----- Input for this task -----

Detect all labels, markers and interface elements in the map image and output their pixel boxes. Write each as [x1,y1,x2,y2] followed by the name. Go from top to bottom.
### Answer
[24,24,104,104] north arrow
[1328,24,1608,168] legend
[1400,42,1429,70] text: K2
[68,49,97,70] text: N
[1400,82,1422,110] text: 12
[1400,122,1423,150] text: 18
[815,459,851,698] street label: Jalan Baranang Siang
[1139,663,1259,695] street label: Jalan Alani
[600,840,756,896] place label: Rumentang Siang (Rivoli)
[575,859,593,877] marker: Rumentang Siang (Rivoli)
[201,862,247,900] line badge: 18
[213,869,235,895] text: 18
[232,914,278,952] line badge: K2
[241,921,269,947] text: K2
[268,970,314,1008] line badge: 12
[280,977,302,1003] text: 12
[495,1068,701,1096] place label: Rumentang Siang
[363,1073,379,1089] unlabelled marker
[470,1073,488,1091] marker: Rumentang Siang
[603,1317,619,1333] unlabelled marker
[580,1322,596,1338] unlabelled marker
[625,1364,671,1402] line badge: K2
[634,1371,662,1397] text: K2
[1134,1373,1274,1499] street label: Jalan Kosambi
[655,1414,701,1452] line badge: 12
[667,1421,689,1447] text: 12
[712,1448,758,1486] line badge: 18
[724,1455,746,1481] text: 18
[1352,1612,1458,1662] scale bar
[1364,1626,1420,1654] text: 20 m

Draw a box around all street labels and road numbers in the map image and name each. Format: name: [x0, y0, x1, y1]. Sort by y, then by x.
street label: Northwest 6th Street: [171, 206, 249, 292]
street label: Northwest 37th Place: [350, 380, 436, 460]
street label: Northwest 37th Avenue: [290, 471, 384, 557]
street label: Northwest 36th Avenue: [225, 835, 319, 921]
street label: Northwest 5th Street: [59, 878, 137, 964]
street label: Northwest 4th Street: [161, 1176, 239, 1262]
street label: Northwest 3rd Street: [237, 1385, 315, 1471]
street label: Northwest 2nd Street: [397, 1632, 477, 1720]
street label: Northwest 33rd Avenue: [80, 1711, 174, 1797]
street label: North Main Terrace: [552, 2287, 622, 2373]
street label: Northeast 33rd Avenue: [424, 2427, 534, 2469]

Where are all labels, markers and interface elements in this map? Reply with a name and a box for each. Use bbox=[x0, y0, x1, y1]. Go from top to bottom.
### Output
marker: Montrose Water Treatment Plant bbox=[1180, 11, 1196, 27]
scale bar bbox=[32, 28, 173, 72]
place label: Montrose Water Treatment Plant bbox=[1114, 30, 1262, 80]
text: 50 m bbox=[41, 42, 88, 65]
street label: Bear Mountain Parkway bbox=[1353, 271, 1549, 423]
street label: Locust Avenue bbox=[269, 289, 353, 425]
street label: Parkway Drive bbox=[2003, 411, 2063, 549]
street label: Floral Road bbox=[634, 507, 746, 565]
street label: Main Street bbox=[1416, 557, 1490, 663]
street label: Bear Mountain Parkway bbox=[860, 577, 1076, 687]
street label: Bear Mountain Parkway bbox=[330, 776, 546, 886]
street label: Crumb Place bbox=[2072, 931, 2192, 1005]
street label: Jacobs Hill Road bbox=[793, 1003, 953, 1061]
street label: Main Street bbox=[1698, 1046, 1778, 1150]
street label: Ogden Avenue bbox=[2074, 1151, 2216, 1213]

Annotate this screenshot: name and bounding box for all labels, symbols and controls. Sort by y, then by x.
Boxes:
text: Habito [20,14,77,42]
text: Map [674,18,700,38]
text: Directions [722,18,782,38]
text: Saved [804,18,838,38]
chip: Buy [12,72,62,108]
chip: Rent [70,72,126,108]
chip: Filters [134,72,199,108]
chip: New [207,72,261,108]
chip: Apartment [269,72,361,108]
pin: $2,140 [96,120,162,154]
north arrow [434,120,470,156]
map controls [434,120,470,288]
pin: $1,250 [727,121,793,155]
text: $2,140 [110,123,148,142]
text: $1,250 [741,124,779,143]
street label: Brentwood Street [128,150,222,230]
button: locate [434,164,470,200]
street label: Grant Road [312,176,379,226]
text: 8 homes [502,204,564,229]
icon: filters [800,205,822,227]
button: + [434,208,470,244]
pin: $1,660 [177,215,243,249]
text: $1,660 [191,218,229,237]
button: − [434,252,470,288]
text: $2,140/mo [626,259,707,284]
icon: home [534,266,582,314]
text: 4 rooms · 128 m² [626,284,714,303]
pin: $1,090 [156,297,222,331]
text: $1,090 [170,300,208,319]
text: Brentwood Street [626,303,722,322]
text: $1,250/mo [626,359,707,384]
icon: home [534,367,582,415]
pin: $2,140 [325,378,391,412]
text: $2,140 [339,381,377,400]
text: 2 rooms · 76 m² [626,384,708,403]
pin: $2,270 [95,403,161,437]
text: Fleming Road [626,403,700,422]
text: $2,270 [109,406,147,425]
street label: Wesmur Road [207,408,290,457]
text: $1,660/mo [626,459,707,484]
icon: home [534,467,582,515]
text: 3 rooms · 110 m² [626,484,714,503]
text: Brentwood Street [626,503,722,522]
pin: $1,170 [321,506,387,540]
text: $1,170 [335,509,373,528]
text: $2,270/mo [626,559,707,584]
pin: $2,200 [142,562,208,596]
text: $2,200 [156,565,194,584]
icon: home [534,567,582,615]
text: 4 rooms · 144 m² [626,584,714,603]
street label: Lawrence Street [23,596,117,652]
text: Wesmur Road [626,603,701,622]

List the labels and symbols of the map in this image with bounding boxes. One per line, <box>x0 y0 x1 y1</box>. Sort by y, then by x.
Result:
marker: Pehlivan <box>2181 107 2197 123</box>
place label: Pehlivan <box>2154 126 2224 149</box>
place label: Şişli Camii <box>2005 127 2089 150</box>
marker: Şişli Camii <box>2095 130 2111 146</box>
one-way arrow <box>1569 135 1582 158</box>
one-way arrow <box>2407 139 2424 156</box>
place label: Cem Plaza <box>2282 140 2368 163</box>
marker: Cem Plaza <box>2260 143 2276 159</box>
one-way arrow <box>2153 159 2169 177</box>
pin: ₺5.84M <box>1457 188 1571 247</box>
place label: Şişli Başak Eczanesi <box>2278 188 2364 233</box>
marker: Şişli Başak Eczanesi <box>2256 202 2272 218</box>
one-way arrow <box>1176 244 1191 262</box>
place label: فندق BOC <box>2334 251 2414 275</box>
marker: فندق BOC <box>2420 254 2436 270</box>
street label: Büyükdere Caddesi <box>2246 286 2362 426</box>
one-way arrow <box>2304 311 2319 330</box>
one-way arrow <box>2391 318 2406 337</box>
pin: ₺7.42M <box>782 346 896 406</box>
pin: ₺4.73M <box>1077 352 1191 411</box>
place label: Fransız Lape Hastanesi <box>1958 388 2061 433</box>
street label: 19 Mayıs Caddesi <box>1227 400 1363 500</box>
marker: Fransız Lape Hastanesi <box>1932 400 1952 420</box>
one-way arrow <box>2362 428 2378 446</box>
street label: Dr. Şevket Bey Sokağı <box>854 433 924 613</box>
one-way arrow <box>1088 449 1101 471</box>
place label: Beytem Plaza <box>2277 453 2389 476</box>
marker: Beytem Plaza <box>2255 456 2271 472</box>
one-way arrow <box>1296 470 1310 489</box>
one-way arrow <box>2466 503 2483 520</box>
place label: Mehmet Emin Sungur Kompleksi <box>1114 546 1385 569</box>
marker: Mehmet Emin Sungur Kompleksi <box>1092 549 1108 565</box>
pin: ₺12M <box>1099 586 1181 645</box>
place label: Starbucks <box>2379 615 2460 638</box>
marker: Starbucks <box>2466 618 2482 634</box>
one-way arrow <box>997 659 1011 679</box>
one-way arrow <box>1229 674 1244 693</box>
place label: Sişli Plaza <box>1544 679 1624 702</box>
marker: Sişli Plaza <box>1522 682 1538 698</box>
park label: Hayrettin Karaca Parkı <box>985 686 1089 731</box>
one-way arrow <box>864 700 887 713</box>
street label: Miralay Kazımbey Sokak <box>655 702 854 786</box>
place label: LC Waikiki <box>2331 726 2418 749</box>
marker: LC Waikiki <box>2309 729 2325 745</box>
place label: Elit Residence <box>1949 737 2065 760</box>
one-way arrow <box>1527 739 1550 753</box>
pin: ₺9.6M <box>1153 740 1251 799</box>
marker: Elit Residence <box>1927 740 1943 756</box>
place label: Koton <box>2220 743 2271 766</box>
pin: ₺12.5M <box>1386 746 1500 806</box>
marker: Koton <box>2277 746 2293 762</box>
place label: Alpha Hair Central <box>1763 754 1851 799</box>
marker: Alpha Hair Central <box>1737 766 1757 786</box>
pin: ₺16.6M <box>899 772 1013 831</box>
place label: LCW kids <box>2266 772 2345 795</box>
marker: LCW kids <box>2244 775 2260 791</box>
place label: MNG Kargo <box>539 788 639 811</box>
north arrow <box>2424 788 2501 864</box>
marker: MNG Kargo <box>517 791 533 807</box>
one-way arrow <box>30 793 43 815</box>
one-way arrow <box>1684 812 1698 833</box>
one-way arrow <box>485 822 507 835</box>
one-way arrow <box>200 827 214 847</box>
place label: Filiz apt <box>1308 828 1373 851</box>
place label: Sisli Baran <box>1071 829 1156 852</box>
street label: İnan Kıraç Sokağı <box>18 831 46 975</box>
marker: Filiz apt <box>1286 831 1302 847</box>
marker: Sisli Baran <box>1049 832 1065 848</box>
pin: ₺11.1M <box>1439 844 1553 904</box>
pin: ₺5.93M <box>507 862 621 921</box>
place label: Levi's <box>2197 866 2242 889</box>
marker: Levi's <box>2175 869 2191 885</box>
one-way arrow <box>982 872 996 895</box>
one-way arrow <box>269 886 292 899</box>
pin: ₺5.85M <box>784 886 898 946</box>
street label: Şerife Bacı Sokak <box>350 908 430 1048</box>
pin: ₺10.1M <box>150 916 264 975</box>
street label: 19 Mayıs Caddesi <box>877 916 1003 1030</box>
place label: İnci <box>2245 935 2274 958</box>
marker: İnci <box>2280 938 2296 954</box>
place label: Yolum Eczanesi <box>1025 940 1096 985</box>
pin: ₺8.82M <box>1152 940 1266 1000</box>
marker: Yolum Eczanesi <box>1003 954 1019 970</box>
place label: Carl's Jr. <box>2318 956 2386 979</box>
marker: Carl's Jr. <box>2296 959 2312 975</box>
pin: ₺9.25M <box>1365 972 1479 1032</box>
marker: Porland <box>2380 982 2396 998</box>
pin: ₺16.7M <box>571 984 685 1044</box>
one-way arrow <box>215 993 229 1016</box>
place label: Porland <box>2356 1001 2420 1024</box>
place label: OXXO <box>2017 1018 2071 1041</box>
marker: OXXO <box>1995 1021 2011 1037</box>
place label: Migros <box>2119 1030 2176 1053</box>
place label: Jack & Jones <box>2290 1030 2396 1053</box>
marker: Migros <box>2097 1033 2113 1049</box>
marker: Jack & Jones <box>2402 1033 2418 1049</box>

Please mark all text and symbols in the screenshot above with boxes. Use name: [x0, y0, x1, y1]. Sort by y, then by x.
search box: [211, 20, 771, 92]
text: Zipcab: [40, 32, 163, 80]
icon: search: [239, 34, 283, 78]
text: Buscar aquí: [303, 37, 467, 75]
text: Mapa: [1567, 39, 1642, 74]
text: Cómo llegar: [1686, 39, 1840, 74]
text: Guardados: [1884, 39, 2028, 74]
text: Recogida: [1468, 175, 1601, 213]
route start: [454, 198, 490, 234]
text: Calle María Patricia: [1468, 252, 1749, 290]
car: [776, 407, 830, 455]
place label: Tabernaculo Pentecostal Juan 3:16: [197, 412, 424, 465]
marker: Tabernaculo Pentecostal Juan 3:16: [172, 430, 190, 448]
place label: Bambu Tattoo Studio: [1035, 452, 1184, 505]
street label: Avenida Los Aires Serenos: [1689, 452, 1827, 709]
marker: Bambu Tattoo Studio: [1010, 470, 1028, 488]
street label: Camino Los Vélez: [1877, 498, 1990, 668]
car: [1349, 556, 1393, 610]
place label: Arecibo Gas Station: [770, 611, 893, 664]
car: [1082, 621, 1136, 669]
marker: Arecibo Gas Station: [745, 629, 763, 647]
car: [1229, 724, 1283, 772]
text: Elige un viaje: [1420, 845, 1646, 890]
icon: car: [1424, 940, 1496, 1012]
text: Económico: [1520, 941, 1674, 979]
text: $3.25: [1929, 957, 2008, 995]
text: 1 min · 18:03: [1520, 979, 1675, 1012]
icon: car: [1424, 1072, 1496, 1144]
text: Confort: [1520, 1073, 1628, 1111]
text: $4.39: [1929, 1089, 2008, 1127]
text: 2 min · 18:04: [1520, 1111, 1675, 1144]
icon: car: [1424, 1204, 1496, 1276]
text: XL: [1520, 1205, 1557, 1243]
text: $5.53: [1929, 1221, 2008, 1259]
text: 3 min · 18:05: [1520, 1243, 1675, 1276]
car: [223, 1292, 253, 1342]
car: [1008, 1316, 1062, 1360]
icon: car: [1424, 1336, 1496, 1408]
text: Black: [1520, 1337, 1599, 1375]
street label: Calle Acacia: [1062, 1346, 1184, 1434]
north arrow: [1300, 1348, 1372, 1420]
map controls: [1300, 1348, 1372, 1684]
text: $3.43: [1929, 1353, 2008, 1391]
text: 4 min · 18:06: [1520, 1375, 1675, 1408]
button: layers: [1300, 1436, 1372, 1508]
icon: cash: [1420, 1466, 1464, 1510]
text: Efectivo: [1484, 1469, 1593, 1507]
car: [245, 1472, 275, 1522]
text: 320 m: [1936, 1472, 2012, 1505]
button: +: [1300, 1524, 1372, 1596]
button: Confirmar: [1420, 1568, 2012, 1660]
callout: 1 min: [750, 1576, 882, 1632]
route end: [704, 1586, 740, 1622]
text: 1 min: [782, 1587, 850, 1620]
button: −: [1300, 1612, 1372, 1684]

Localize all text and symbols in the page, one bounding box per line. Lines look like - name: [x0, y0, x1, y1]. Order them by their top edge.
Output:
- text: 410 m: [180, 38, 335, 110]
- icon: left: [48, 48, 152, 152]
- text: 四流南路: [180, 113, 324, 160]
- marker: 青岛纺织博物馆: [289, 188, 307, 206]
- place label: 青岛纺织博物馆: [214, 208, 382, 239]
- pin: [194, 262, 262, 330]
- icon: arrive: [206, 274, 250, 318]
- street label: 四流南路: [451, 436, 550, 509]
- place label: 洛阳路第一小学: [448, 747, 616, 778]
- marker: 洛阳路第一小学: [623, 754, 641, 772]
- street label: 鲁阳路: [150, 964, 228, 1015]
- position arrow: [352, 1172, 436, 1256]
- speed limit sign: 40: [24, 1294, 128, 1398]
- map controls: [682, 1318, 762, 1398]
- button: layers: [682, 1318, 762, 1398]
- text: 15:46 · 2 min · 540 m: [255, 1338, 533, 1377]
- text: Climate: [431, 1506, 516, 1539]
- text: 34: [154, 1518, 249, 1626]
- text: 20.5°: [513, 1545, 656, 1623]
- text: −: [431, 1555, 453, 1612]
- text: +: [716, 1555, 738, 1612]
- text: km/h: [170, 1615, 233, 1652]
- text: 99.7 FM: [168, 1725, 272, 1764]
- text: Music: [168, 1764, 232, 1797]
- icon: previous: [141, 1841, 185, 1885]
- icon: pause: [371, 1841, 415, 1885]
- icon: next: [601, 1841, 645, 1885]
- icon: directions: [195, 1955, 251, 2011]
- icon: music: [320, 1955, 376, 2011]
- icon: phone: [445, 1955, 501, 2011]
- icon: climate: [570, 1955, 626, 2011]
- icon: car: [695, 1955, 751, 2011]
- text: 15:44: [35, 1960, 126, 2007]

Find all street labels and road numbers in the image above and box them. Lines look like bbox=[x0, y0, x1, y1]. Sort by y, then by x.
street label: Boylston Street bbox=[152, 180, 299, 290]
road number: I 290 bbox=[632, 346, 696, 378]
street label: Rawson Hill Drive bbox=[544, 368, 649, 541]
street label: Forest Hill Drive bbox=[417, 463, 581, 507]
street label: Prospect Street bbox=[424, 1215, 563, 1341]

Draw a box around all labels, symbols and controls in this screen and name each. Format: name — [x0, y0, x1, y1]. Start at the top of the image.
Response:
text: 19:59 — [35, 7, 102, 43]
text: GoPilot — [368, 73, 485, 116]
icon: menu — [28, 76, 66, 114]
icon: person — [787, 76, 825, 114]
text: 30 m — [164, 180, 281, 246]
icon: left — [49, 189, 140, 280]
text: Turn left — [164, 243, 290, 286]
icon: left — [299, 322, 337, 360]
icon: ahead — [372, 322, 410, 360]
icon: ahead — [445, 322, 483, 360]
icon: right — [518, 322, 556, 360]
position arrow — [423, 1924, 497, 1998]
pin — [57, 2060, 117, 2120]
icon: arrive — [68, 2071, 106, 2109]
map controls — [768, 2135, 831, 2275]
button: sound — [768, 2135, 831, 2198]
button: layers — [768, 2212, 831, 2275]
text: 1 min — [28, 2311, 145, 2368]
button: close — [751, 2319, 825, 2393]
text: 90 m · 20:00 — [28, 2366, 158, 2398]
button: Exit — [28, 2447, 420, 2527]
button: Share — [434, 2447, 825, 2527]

-----

What needs to be done —
Please copy every line of the data that carries the string "unlabelled".

Result of the task —
[363,1073,379,1089] unlabelled marker
[603,1317,619,1333] unlabelled marker
[580,1322,596,1338] unlabelled marker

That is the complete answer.